Stored data:
::::::::::
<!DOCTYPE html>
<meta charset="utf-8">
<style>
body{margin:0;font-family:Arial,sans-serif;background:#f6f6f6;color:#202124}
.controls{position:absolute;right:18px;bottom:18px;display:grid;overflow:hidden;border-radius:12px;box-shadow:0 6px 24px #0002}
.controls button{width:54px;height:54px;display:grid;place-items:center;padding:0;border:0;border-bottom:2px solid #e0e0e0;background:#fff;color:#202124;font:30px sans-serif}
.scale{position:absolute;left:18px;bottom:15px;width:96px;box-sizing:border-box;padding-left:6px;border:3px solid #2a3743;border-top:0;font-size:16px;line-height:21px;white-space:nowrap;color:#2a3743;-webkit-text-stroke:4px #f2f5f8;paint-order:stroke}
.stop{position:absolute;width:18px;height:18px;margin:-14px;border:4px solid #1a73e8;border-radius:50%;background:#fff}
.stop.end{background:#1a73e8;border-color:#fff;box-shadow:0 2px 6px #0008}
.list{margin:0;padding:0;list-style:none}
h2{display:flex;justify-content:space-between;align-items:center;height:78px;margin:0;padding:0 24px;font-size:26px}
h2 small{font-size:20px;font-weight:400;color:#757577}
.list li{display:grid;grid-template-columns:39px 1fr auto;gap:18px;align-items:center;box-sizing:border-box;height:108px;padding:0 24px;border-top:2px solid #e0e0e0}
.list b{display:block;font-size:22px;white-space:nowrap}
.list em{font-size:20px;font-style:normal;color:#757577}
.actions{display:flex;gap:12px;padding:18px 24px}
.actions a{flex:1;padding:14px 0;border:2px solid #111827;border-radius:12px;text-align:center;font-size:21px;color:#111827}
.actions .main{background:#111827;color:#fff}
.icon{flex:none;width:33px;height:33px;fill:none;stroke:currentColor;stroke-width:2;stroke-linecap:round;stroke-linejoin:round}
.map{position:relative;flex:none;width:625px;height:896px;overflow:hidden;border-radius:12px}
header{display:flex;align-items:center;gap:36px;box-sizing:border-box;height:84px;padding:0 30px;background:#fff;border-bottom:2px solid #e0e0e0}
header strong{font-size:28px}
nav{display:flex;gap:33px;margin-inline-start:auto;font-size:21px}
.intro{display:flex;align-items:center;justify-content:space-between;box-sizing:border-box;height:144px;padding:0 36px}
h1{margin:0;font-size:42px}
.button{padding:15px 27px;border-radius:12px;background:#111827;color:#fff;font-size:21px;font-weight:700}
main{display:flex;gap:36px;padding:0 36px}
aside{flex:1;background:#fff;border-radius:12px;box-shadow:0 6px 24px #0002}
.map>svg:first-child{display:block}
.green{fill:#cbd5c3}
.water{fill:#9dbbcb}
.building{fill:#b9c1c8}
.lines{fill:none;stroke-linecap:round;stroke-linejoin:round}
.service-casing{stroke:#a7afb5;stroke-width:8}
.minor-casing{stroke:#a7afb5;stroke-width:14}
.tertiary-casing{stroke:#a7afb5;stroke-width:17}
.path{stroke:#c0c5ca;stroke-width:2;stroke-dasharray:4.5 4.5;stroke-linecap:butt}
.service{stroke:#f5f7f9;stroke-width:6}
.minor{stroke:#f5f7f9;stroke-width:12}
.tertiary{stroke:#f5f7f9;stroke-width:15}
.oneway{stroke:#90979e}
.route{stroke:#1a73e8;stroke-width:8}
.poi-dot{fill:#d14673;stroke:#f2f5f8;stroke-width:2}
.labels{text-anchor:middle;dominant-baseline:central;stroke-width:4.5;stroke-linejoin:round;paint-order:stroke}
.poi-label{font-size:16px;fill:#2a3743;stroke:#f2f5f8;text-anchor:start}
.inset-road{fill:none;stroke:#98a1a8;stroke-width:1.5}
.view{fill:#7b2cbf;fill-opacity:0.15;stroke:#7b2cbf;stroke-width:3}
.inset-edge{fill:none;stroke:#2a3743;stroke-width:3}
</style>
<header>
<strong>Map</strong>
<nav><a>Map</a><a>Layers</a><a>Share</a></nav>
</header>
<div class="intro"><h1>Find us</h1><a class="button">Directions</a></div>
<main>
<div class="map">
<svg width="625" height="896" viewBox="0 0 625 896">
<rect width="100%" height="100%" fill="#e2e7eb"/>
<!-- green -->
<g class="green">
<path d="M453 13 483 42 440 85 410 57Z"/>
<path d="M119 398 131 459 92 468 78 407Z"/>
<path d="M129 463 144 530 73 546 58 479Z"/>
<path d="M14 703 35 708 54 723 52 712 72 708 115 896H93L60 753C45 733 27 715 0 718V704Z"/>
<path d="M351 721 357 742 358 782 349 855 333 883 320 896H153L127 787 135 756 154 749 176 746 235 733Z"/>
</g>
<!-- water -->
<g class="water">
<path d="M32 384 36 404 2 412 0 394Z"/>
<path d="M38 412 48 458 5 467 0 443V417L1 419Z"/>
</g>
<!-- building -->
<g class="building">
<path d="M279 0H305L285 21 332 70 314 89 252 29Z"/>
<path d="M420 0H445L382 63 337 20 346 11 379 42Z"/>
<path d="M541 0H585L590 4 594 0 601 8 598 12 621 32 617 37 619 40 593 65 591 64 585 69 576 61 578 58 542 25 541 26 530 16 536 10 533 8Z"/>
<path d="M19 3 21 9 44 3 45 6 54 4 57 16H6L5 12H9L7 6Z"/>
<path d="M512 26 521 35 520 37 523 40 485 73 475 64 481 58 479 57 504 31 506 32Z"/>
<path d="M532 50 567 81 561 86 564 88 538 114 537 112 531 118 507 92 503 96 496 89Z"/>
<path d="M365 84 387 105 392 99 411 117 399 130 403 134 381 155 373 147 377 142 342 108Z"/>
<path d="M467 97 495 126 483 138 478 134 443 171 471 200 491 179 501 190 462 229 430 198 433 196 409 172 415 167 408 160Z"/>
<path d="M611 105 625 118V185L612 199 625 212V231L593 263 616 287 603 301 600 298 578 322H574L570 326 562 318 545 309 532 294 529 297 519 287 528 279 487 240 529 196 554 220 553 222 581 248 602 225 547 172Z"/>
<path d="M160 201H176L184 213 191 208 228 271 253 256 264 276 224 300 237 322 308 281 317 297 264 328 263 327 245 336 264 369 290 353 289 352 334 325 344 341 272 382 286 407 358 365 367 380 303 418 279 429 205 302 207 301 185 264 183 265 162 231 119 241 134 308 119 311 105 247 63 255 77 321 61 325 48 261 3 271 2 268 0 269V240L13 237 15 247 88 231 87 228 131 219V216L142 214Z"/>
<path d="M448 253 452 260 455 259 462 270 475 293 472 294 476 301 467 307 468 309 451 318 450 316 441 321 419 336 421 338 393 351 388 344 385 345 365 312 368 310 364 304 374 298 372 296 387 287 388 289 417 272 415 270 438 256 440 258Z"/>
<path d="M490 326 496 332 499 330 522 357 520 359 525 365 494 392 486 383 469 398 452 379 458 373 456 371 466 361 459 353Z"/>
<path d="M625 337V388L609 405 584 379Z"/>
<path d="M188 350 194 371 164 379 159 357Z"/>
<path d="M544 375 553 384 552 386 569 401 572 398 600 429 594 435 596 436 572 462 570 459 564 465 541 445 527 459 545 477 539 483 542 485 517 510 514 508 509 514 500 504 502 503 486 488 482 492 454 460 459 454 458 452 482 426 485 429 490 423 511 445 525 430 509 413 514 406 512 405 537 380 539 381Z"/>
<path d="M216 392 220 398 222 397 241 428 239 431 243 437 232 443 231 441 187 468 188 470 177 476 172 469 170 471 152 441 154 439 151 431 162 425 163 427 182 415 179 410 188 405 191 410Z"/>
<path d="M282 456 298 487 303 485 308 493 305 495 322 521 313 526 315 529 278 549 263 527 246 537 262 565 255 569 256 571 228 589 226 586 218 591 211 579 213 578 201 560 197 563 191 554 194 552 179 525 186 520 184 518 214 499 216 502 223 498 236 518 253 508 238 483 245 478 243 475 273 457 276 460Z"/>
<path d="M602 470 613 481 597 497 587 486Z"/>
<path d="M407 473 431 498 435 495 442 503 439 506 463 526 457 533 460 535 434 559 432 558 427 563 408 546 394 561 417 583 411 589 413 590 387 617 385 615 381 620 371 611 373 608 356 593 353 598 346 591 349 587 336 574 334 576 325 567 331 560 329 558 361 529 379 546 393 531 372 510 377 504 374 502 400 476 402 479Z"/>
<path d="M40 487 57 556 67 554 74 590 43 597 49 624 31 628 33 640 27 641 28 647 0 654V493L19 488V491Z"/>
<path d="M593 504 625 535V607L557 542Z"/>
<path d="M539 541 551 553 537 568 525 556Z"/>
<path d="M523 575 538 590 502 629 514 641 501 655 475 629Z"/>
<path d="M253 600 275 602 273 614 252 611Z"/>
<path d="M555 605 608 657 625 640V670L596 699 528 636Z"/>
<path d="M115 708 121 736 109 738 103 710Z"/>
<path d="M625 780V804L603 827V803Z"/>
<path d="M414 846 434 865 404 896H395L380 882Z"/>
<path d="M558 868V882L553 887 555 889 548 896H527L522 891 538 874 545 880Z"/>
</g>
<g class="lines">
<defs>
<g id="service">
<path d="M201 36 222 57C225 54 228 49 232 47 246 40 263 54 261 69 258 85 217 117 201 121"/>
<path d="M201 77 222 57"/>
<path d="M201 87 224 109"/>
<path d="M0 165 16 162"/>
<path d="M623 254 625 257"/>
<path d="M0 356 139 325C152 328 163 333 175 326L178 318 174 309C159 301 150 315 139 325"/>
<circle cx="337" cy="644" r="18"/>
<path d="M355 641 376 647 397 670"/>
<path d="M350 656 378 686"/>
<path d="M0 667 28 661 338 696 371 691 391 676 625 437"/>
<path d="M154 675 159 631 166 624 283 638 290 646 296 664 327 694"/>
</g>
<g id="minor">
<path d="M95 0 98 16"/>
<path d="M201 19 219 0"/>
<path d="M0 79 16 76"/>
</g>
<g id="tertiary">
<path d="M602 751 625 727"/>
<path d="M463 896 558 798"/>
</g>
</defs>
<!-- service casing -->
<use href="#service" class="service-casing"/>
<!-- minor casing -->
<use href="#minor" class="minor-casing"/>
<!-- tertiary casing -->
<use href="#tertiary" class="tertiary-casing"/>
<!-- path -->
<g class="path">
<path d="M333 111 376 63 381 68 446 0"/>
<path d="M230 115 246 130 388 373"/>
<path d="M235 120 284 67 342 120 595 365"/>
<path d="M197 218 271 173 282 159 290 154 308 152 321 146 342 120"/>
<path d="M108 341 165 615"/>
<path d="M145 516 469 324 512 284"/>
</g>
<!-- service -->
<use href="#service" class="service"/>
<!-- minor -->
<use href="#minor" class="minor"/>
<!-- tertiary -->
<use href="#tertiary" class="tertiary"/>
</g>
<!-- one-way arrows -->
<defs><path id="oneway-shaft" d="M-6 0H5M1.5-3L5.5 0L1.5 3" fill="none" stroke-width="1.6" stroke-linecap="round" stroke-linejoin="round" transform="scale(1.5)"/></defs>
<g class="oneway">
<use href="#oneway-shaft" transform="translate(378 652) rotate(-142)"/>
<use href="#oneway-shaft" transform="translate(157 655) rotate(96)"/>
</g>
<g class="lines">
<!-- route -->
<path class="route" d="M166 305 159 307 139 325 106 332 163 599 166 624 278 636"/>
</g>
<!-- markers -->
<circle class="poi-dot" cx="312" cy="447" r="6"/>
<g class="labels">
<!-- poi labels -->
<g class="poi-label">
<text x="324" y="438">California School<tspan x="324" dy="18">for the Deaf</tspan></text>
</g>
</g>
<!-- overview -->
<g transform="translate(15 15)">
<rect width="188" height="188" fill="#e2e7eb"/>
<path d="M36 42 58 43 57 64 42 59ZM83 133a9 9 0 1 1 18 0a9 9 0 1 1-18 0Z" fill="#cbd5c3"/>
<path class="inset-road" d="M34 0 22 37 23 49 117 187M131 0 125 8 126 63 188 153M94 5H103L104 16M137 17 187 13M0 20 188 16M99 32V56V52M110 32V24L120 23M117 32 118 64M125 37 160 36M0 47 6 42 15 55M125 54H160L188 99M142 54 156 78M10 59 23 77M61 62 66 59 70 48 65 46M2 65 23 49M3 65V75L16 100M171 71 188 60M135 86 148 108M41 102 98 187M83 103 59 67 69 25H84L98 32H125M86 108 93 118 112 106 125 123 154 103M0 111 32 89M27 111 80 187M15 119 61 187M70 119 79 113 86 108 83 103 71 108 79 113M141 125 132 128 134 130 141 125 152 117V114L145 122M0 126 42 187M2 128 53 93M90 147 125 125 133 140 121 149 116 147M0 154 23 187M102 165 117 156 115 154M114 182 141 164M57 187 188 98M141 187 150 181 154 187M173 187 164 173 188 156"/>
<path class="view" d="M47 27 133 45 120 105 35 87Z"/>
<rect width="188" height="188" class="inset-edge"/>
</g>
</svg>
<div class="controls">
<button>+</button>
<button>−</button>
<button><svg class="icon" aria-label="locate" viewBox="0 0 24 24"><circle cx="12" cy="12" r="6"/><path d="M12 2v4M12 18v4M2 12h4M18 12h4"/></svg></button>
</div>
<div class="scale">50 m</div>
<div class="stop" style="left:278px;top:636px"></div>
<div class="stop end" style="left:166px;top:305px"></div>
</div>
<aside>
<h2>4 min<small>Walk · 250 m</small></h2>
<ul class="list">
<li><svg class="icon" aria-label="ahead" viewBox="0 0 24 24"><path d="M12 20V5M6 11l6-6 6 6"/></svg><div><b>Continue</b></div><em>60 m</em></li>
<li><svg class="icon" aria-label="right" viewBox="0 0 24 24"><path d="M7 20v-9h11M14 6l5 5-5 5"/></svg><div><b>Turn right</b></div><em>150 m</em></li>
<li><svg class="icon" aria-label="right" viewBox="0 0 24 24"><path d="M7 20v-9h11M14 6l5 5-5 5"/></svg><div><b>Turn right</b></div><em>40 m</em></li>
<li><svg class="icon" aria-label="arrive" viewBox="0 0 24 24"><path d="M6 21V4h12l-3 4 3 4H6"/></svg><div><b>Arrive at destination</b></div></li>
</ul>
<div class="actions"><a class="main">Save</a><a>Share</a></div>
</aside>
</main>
::::::::::
#### [PROBLEM REQUIREMENTS]
Scan the data, and report each line that uses the word "nowrap".

#### [ANSWER]
.scale{position:absolute;left:18px;bottom:15px;width:96px;box-sizing:border-box;padding-left:6px;border:3px solid #2a3743;border-top:0;font-size:16px;line-height:21px;white-space:nowrap;color:#2a3743;-webkit-text-stroke:4px #f2f5f8;paint-order:stroke}
.list b{display:block;font-size:22px;white-space:nowrap}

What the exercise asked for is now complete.